§ Task goal: Check each line of the records below and collect those holding "path".

§ Dataset records:
+++++
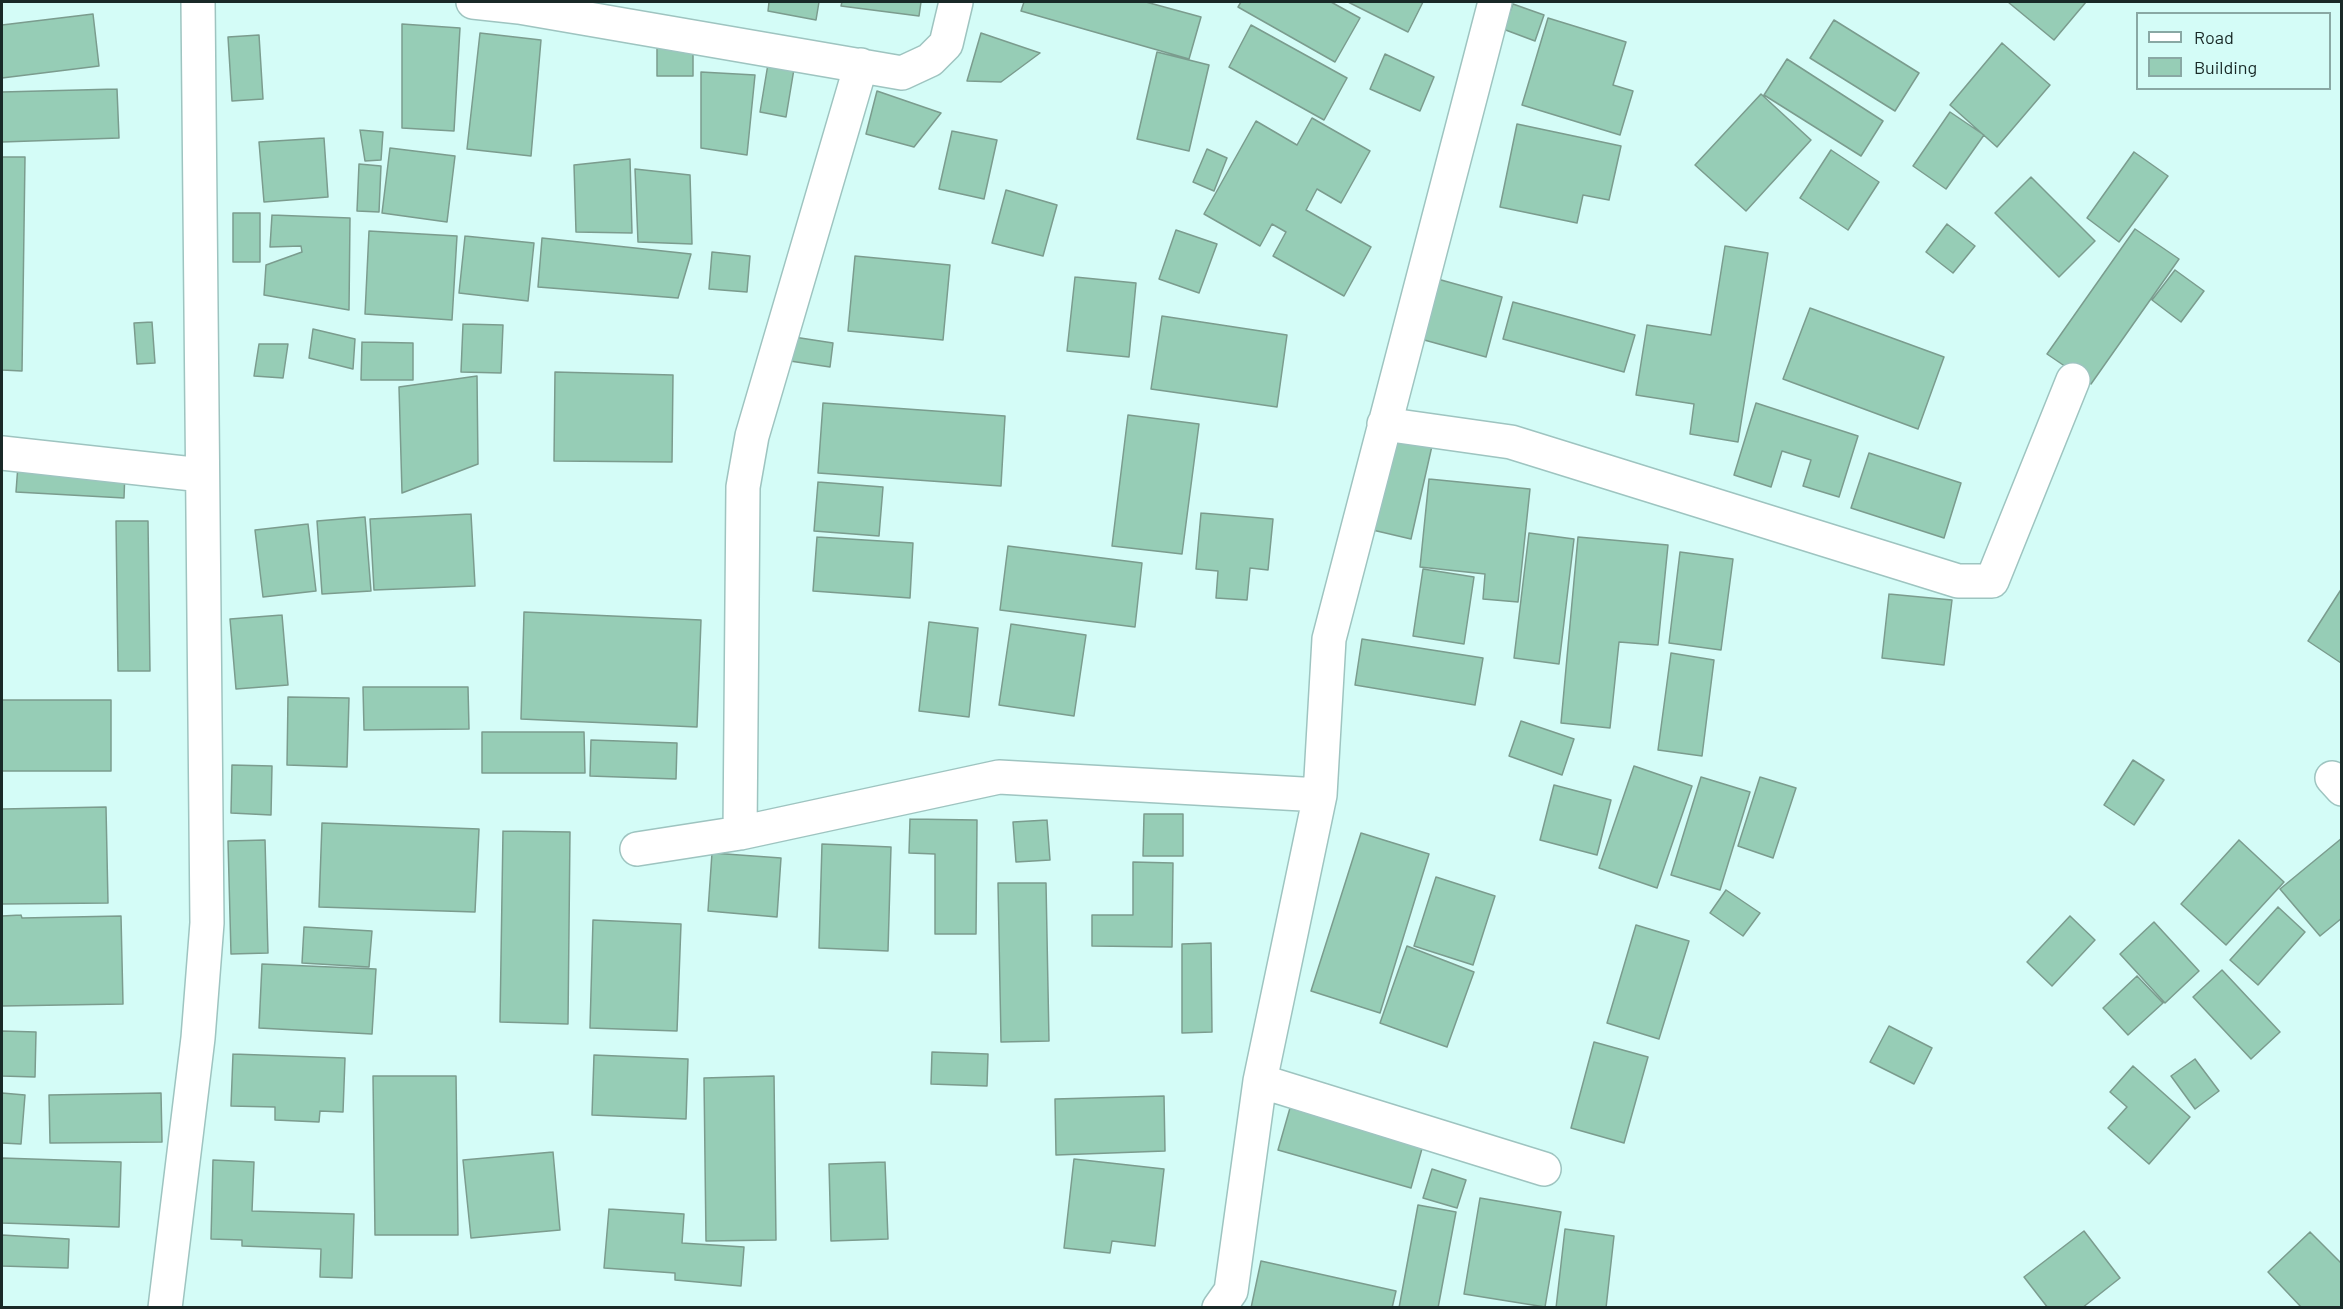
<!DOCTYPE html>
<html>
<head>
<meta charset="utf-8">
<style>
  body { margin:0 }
  #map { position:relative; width:2343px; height:1309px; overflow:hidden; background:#d4fcf7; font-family:Barlow,sans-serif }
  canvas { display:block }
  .frame { position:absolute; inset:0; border:3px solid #192927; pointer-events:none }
  .legend { position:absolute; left:2136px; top:12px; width:195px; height:78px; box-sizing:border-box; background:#d4fcf7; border:2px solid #89a8a4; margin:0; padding:8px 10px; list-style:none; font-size:18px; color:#192927 }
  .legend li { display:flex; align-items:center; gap:12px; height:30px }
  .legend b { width:30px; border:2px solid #89a8a4 }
</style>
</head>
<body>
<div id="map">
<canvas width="2343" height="1309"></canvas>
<div class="frame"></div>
<ul class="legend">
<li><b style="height:8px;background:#fff"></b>Road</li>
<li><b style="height:16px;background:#96cdb6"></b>Building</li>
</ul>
</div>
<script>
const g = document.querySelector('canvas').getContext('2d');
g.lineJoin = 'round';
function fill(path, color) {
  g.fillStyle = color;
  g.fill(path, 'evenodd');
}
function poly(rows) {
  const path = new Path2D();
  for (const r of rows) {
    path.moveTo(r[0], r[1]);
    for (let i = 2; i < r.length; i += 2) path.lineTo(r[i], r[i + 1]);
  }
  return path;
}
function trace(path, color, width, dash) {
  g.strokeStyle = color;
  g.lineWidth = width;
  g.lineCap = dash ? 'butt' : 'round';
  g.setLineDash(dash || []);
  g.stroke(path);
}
const building = poly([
  [769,2,819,2,816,20,768,11,769,2],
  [842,2,921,2,919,16,841,6,842,2],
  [1024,2,1146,2,1201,17,1189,59,1021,11,1024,2],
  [1241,2,1331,2,1360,18,1335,62,1238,7,1241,2],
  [1348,2,1423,2,1408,32,1348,2],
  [2008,2,2086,2,2054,40,2008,2],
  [1513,4,1544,15,1535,41,1503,29,1513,4],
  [93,14,99,66,2,78,2,25,93,14],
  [1548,18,1626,42,1613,85,1633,91,1620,135,1522,105,1548,18],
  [1834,20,1919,73,1895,111,1810,58,1834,20],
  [402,24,460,28,454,131,402,128,402,24],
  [1251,25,1347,78,1324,120,1229,67,1251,25],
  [480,33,541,40,531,156,467,149,480,33],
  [981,33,1040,53,1001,82,967,81,981,33],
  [259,35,263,99,232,101,228,37,259,35],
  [657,42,693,42,693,76,657,76,657,42],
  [2002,43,2050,85,1997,147,1950,105,2002,43],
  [1157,52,1209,65,1189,151,1137,139,1157,52],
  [1385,54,1434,77,1420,111,1370,89,1385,54],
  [769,58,795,63,786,117,760,112,769,58],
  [1787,59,1883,121,1861,156,1764,95,1787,59],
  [701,72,755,75,747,155,701,148,701,72],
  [117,89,119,138,2,142,2,92,117,89],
  [877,91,941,113,914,147,866,134,877,91],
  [1761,94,1811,140,1746,211,1695,165,1761,94],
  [1950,112,1984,135,1946,189,1913,166,1950,112],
  [1312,118,1370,151,1341,203,1317,189,1306,210,1371,247,1344,296,1273,256,1286,232,1272,224,1260,246,1204,214,1256,121,1297,145,1312,118],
  [1517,124,1621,146,1609,200,1583,195,1577,223,1500,207,1517,124],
  [360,130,383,132,381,160,365,161,360,130],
  [952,131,997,140,984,199,939,189,952,131],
  [324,138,328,197,264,202,259,142,324,138],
  [390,148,455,156,447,222,382,213,390,148],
  [1207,149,1227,158,1214,191,1193,182,1207,149],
  [1831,150,1879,182,1848,230,1800,198,1831,150],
  [2134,152,2168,176,2119,242,2087,218,2134,152],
  [2,157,25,157,22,371,2,370,2,157],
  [630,159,632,233,576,232,574,165,630,159],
  [359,164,381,166,379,212,357,211,359,164],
  [635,169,690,175,692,244,638,242,635,169],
  [2031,177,2095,241,2059,277,1995,213,2031,177],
  [1006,190,1057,205,1043,256,992,243,1006,190],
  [233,213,260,213,260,262,233,262,233,213],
  [272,215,350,218,349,310,264,295,266,265,302,252,301,246,270,247,272,215],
  [1947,224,1975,246,1953,273,1926,252,1947,224],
  [2135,229,2179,259,2091,384,2047,354,2135,229],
  [1176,230,1217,244,1199,293,1159,279,1176,230],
  [369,231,457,236,452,320,365,314,369,231],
  [465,236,534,243,528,301,459,293,465,236],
  [542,238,691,254,678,298,538,287,542,238],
  [1725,246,1768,253,1738,442,1690,434,1694,404,1636,395,1647,325,1711,335,1725,246],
  [712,252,750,256,747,292,709,289,712,252],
  [855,256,950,265,943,340,848,331,855,256],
  [2175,270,2204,291,2181,322,2152,300,2175,270],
  [1075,277,1136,283,1129,357,1067,351,1075,277],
  [1434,278,1502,297,1486,357,1417,338,1434,278],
  [1513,302,1635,335,1624,372,1503,339,1513,302],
  [1810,308,1944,357,1918,429,1783,379,1810,308],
  [1162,316,1287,335,1277,407,1151,389,1162,316],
  [152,322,155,363,137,364,134,323,152,322],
  [463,324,503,325,501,373,461,372,463,324],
  [313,329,355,339,353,369,309,358,313,329],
  [794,337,833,343,830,367,790,361,794,337],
  [362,342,413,343,413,380,361,380,362,342],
  [259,344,288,344,283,378,254,376,259,344],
  [555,372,673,375,672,462,554,461,555,372],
  [477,376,478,464,402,493,399,387,477,376],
  [823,403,1005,416,1001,486,818,473,823,403],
  [1756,403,1858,436,1839,497,1803,486,1811,460,1782,451,1771,487,1734,475,1756,403],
  [1128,415,1199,424,1182,554,1112,546,1128,415],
  [1386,426,1434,437,1411,539,1364,528,1386,426],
  [1869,453,1961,483,1944,538,1851,508,1869,453],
  [18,465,125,471,124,498,16,492,18,465],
  [1429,479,1530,489,1518,602,1483,599,1485,574,1420,567,1429,479],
  [818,482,883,487,879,536,814,531,818,482],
  [1201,513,1273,519,1268,570,1250,568,1247,600,1216,598,1218,571,1196,569,1201,513],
  [471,514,475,586,374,590,370,519,471,514],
  [365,517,371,591,322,594,317,521,365,517],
  [116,521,148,521,150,671,118,671,116,521],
  [308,524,316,591,263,597,255,530,308,524],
  [1529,533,1574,539,1559,664,1514,658,1529,533],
  [817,537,913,543,910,598,813,591,817,537],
  [1578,537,1668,545,1658,645,1619,642,1610,728,1561,723,1578,537],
  [1008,546,1142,563,1135,627,1000,610,1008,546],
  [1680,552,1733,559,1721,650,1669,643,1680,552],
  [1423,569,1474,577,1464,644,1413,636,1423,569],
  [2342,588,2342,662,2341,663,2308,641,2342,588],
  [1889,594,1952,600,1944,665,1882,658,1889,594],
  [524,612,701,620,697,727,521,719,524,612],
  [282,615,288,685,236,689,230,619,282,615],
  [929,622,978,628,969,717,919,711,929,622],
  [1011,624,1086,635,1074,716,999,705,1011,624],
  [1362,639,1483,658,1475,705,1355,685,1362,639],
  [1671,653,1714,660,1702,756,1658,750,1671,653],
  [363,687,468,687,469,729,364,730,363,687],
  [288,697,349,698,347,767,287,765,288,697],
  [2,700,111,700,111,771,2,771,2,700],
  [1521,721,1574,739,1562,775,1509,756,1521,721],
  [482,732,584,732,585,773,482,773,482,732],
  [591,740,677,743,676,779,590,776,591,740],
  [2133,760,2164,780,2134,825,2104,805,2133,760],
  [232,765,272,766,271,815,231,813,232,765],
  [1634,766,1692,786,1657,888,1599,868,1634,766],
  [1701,777,1750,792,1720,890,1671,875,1701,777],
  [1760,777,1796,788,1773,858,1738,846,1760,777],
  [1554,785,1611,800,1597,855,1540,840,1554,785],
  [106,807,108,903,2,904,2,809,106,807],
  [1144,814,1183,814,1183,856,1143,856,1144,814],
  [910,819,977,820,976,934,935,934,935,854,909,853,910,819],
  [1047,820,1050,860,1016,862,1013,822,1047,820],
  [322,823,479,829,475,912,319,907,322,823],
  [503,831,570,832,568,1024,500,1022,503,831],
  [1361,833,1429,854,1380,1013,1311,991,1361,833],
  [2342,838,2342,918,2320,936,2280,889,2342,838],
  [265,840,268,953,231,954,228,841,265,840],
  [2239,840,2284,882,2226,945,2181,904,2239,840],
  [822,844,891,847,888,951,819,948,822,844],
  [712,853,781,858,777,917,708,911,712,853],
  [1133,862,1173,863,1172,947,1092,946,1092,915,1133,915,1133,862],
  [1436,877,1495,896,1473,965,1414,946,1436,877],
  [998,883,1046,883,1049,1041,1001,1042,998,883],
  [1726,890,1760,913,1743,936,1710,913,1726,890],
  [2278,907,2305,932,2258,985,2230,960,2278,907],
  [21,915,22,918,121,916,123,1004,2,1006,2,916,21,915],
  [2070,916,2095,940,2052,986,2027,962,2070,916],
  [593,920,681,924,677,1031,590,1028,593,920],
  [2154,922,2199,971,2165,1003,2120,954,2154,922],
  [1636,925,1689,941,1659,1039,1607,1023,1636,925],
  [304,927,372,931,369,967,302,963,304,927],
  [1211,943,1212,1032,1182,1033,1182,944,1211,943],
  [1407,946,1474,972,1447,1047,1380,1023,1407,946],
  [262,964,376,969,372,1034,259,1028,262,964],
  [2222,970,2280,1032,2251,1059,2193,997,2222,970],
  [2137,976,2163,1003,2128,1035,2103,1008,2137,976],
  [1889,1026,1932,1048,1914,1084,1870,1062,1889,1026],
  [2,1031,36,1032,35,1077,2,1076,2,1031],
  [1594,1042,1648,1057,1624,1143,1571,1128,1594,1042],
  [932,1052,988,1054,987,1086,931,1084,932,1052],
  [233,1054,345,1058,343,1112,320,1111,319,1122,275,1120,275,1107,231,1106,233,1054],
  [594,1055,688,1059,686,1119,592,1115,594,1055],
  [2195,1059,2219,1091,2195,1109,2171,1076,2195,1059],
  [2133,1066,2190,1117,2149,1164,2108,1128,2127,1107,2110,1092,2133,1066],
  [373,1076,456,1076,458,1235,375,1235,373,1076],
  [774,1076,776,1240,706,1241,704,1078,774,1076],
  [2,1093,25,1095,21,1144,2,1143,2,1093],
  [161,1093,162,1142,50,1143,49,1095,161,1093],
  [1164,1096,1165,1151,1056,1155,1055,1099,1164,1096],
  [1290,1108,1423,1145,1411,1188,1278,1150,1290,1108],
  [553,1152,560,1230,471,1238,463,1160,553,1152],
  [2,1158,121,1162,119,1227,2,1223,2,1158],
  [1074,1159,1164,1169,1155,1246,1112,1241,1110,1253,1064,1248,1074,1159],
  [213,1160,254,1162,252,1211,354,1214,352,1278,320,1277,321,1249,242,1246,242,1240,211,1239,213,1160],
  [885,1162,888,1239,831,1241,829,1164,885,1162],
  [1432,1169,1466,1180,1457,1208,1423,1198,1432,1169],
  [1480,1198,1561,1212,1545,1307,1464,1294,1480,1198],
  [1418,1205,1456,1212,1438,1308,1399,1308,1418,1205],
  [609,1209,684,1214,682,1243,744,1247,741,1286,675,1280,675,1273,604,1268,609,1209],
  [1565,1229,1614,1236,1606,1308,1556,1308,1565,1229],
  [2084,1231,2120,1278,2082,1308,2048,1308,2024,1277,2084,1231],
  [2310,1232,2342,1264,2342,1308,2302,1308,2268,1272,2310,1232],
  [2,1235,69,1239,68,1268,2,1266,2,1235],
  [1261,1261,1396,1291,1392,1308,1251,1308,1261,1261]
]);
const street = poly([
  [473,2,519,7,902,73,930,60,946,44,956,2],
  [1384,424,1511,442,1958,581,1992,581,2073,380],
  [2,453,202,475],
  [2332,778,2342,789],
  [740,833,743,487,752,436,861,65],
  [637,849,740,833,999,777,1320,795],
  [1260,1081,1544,1169],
  [165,1308,198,1038,207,923,198,2],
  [1219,1308,1231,1291,1260,1081,1320,795,1329,639,1495,2]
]);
fill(building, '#96cdb6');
trace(building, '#7b9c8e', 1.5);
trace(street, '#9ec4c0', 36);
trace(street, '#fff', 33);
</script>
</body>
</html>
+++++
§ Answer to this task:
function fill(path, color) {
  g.fill(path, 'evenodd');
  const path = new Path2D();
    path.moveTo(r[0], r[1]);
    for (let i = 2; i < r.length; i += 2) path.lineTo(r[i], r[i + 1]);
  return path;
function trace(path, color, width, dash) {
  g.stroke(path);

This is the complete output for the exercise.